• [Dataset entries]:

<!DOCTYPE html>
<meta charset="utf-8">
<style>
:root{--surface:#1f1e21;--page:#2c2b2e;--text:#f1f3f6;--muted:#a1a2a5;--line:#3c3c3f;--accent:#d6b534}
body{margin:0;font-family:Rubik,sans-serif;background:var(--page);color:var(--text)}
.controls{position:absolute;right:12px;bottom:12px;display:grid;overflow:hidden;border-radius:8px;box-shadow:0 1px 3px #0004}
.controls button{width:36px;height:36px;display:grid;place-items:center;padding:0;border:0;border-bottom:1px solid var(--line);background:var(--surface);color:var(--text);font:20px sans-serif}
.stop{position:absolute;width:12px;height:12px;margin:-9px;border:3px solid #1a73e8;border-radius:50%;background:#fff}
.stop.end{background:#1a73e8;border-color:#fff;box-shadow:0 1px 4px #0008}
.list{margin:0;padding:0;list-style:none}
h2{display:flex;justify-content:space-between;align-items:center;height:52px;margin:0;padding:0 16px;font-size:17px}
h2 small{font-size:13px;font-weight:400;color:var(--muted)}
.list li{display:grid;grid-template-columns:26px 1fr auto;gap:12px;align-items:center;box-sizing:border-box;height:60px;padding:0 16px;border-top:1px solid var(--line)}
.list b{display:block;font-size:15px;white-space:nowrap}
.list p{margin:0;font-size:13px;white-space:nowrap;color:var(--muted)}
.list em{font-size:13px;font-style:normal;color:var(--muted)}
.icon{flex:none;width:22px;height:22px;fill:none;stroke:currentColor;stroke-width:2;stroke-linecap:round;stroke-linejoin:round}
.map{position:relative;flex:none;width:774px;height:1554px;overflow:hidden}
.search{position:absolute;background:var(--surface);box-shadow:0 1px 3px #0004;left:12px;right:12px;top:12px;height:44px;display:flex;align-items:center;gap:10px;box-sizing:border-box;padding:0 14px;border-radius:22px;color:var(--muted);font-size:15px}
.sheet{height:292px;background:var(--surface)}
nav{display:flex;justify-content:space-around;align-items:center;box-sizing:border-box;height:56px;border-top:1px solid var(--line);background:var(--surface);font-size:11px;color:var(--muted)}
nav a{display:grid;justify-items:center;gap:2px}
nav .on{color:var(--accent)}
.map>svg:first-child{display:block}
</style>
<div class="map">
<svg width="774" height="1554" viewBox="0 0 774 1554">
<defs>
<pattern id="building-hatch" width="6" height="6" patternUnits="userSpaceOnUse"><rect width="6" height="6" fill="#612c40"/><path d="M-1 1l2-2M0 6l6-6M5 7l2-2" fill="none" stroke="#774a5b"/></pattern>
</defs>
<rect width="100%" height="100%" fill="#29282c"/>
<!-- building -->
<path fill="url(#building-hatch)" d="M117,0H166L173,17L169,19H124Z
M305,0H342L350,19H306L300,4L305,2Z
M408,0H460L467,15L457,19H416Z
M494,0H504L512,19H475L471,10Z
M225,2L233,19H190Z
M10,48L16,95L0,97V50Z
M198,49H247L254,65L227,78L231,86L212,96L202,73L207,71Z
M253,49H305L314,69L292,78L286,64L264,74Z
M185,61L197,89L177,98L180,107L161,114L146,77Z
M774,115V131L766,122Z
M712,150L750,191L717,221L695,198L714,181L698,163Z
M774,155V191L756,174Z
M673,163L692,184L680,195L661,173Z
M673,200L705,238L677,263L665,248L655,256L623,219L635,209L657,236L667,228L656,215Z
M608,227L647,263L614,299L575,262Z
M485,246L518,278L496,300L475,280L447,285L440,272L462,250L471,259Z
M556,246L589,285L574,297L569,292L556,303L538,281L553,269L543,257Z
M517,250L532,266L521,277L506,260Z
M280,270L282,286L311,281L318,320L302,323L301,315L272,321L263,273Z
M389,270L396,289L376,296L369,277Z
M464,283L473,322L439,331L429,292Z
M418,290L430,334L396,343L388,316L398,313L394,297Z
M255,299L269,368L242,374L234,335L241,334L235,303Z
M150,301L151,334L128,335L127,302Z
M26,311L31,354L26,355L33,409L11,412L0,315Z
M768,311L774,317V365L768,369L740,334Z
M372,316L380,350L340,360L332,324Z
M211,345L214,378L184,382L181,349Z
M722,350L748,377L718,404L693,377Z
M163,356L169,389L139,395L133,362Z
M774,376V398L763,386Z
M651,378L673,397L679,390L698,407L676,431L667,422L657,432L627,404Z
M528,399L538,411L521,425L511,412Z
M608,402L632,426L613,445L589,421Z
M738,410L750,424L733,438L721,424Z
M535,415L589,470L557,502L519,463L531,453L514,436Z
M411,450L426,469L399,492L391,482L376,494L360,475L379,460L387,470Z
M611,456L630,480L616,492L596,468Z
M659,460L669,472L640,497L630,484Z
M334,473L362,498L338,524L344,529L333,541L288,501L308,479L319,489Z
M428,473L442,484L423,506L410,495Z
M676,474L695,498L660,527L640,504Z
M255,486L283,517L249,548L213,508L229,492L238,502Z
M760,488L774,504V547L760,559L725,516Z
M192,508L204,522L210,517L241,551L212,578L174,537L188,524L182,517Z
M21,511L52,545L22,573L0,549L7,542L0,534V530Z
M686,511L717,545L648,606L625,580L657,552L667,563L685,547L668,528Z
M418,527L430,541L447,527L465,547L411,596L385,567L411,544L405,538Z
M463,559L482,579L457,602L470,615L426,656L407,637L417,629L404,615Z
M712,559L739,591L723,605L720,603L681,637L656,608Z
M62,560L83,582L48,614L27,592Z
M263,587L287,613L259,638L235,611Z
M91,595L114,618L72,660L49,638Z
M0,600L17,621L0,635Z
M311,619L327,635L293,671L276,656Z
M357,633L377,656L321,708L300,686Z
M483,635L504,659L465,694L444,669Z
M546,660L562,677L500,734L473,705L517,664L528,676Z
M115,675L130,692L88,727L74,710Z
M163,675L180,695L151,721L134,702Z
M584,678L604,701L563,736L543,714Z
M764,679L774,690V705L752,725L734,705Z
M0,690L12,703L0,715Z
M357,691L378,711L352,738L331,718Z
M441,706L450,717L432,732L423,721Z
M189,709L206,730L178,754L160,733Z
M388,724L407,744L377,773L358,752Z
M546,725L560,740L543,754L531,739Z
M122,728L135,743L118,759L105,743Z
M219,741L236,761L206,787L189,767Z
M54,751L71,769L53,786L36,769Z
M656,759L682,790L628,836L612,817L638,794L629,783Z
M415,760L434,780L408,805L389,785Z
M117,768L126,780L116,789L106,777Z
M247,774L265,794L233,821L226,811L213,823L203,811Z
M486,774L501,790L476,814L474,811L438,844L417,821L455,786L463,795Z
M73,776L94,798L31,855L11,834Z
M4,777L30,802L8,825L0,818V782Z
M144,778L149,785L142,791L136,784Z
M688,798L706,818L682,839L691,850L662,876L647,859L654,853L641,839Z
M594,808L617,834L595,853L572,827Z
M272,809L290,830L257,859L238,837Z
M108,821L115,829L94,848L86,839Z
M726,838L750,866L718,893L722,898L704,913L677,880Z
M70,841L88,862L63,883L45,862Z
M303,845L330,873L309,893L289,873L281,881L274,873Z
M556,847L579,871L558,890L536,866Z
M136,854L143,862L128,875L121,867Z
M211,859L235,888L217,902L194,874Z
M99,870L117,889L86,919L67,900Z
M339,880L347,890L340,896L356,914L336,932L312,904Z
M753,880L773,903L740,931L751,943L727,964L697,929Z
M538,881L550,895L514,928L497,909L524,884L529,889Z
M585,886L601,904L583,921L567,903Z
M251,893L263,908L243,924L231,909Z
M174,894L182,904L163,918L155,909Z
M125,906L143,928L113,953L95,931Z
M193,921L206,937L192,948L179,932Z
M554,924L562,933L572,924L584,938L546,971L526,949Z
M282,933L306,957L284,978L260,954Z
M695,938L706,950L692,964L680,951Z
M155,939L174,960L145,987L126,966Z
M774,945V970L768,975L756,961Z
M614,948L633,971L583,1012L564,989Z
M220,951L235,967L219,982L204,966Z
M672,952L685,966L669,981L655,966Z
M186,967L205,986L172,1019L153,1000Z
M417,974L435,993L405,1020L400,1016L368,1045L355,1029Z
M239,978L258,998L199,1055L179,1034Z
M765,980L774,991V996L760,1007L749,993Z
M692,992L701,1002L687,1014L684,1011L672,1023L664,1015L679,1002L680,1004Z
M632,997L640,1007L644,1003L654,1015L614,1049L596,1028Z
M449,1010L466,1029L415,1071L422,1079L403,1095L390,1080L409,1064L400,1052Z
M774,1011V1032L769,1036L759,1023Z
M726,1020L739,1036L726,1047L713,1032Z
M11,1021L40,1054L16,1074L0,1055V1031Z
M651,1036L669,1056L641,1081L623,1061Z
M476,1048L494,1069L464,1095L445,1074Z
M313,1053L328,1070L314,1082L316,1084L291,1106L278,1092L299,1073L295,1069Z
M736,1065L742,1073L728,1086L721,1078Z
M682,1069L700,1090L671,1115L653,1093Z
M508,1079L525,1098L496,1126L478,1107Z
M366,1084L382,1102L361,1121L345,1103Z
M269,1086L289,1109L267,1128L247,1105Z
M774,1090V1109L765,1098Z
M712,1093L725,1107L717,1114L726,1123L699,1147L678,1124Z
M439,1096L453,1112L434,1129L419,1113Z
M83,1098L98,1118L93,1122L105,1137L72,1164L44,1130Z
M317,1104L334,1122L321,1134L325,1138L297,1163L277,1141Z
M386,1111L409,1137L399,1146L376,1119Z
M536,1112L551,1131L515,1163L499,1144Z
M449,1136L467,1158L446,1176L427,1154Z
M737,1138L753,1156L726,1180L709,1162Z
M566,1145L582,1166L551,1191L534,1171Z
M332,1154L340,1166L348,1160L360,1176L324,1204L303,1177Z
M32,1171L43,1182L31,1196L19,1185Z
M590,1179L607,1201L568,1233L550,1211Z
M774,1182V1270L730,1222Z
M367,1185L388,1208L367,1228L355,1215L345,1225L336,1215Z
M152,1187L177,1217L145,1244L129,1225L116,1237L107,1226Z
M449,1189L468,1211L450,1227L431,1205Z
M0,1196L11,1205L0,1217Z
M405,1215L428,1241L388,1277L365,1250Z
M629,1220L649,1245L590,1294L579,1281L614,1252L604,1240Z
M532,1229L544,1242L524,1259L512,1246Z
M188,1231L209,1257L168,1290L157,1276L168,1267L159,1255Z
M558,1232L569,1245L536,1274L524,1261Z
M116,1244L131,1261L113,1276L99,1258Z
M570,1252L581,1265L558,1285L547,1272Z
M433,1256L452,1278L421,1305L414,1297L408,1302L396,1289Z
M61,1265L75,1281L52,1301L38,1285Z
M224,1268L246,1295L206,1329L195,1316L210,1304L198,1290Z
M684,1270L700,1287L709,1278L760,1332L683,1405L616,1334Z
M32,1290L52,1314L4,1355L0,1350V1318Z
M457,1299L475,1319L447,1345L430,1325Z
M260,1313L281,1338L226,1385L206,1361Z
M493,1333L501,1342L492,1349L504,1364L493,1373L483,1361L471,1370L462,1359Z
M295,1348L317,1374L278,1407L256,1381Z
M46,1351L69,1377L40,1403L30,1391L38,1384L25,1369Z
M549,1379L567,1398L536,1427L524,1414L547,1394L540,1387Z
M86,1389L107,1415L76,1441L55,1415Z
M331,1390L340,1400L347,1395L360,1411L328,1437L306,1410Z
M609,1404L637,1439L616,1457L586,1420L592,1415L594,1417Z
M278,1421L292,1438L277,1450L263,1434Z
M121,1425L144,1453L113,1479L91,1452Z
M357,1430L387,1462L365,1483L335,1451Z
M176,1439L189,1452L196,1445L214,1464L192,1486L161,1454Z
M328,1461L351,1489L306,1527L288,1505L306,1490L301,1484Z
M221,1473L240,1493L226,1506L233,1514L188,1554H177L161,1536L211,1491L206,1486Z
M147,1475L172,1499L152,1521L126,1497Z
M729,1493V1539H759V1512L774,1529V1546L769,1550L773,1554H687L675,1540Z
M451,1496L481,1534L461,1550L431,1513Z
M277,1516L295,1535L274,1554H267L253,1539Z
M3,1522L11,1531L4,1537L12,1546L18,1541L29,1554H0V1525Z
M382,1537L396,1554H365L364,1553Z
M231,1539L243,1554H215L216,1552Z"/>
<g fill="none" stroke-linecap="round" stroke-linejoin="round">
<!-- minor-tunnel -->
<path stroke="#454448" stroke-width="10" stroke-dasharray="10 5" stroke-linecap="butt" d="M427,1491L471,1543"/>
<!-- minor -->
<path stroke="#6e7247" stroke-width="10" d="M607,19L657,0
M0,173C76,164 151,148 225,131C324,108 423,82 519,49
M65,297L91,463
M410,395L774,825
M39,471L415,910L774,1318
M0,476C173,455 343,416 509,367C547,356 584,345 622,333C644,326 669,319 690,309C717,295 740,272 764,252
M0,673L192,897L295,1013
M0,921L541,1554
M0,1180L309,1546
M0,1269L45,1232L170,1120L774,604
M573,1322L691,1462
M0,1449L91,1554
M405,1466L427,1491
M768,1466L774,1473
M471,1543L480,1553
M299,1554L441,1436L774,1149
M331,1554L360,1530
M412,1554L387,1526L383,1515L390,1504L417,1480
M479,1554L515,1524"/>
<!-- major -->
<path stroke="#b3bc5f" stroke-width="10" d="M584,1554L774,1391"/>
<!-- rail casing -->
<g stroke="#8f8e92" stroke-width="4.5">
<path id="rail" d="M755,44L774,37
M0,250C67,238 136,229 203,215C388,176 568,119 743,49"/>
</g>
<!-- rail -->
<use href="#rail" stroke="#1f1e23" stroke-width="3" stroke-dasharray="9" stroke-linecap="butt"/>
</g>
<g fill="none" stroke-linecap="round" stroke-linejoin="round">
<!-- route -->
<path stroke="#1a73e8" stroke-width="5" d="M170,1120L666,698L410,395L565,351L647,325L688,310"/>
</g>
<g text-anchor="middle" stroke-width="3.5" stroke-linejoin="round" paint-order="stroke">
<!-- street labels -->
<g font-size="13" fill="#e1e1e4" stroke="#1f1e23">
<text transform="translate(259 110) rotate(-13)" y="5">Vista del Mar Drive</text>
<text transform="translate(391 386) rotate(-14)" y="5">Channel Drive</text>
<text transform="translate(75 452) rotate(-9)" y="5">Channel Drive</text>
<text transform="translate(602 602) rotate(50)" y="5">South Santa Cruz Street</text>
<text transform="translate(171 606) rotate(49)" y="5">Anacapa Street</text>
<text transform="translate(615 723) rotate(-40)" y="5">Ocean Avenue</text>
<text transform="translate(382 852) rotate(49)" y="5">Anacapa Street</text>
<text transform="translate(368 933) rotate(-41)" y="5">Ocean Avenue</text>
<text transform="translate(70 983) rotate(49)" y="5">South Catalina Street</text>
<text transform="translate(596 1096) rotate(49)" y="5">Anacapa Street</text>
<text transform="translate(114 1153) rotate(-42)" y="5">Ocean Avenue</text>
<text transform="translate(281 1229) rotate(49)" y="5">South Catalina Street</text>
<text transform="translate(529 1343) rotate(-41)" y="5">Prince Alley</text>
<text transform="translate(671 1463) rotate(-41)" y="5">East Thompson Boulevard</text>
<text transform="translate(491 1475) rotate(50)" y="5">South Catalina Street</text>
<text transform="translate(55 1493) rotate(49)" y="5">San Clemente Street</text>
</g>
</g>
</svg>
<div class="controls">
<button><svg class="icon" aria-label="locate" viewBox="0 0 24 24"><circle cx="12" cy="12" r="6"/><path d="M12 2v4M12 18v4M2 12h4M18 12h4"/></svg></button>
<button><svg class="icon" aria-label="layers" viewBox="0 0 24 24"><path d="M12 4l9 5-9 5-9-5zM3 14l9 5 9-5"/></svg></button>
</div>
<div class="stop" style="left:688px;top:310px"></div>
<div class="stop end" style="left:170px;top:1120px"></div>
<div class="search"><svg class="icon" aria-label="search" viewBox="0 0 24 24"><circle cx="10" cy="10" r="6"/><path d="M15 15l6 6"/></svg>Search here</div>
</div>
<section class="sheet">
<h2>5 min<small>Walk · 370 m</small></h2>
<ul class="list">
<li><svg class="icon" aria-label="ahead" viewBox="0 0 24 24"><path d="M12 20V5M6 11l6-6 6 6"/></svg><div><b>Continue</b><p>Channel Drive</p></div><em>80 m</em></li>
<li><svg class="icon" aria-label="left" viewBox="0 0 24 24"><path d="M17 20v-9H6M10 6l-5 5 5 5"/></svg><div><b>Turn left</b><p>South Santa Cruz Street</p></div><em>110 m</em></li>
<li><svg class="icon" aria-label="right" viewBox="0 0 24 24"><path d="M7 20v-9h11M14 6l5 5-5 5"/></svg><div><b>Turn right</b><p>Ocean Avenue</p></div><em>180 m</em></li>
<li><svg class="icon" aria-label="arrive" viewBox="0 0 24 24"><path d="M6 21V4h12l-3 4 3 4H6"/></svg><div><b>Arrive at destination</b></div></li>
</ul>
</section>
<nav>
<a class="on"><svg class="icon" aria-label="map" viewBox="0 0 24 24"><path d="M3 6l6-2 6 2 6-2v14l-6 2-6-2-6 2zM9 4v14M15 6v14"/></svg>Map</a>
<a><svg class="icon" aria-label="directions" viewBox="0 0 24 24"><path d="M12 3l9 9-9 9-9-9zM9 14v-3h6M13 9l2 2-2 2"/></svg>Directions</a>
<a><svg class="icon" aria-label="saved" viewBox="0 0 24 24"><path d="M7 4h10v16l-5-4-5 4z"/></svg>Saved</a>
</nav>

• [Aim of the task]: Report each line in the preceding entries that holds the string "serif".

• [Reply]:
body{margin:0;font-family:Rubik,sans-serif;background:var(--page);color:var(--text)}
.controls button{width:36px;height:36px;display:grid;place-items:center;padding:0;border:0;border-bottom:1px solid var(--line);background:var(--surface);color:var(--text);font:20px sans-serif}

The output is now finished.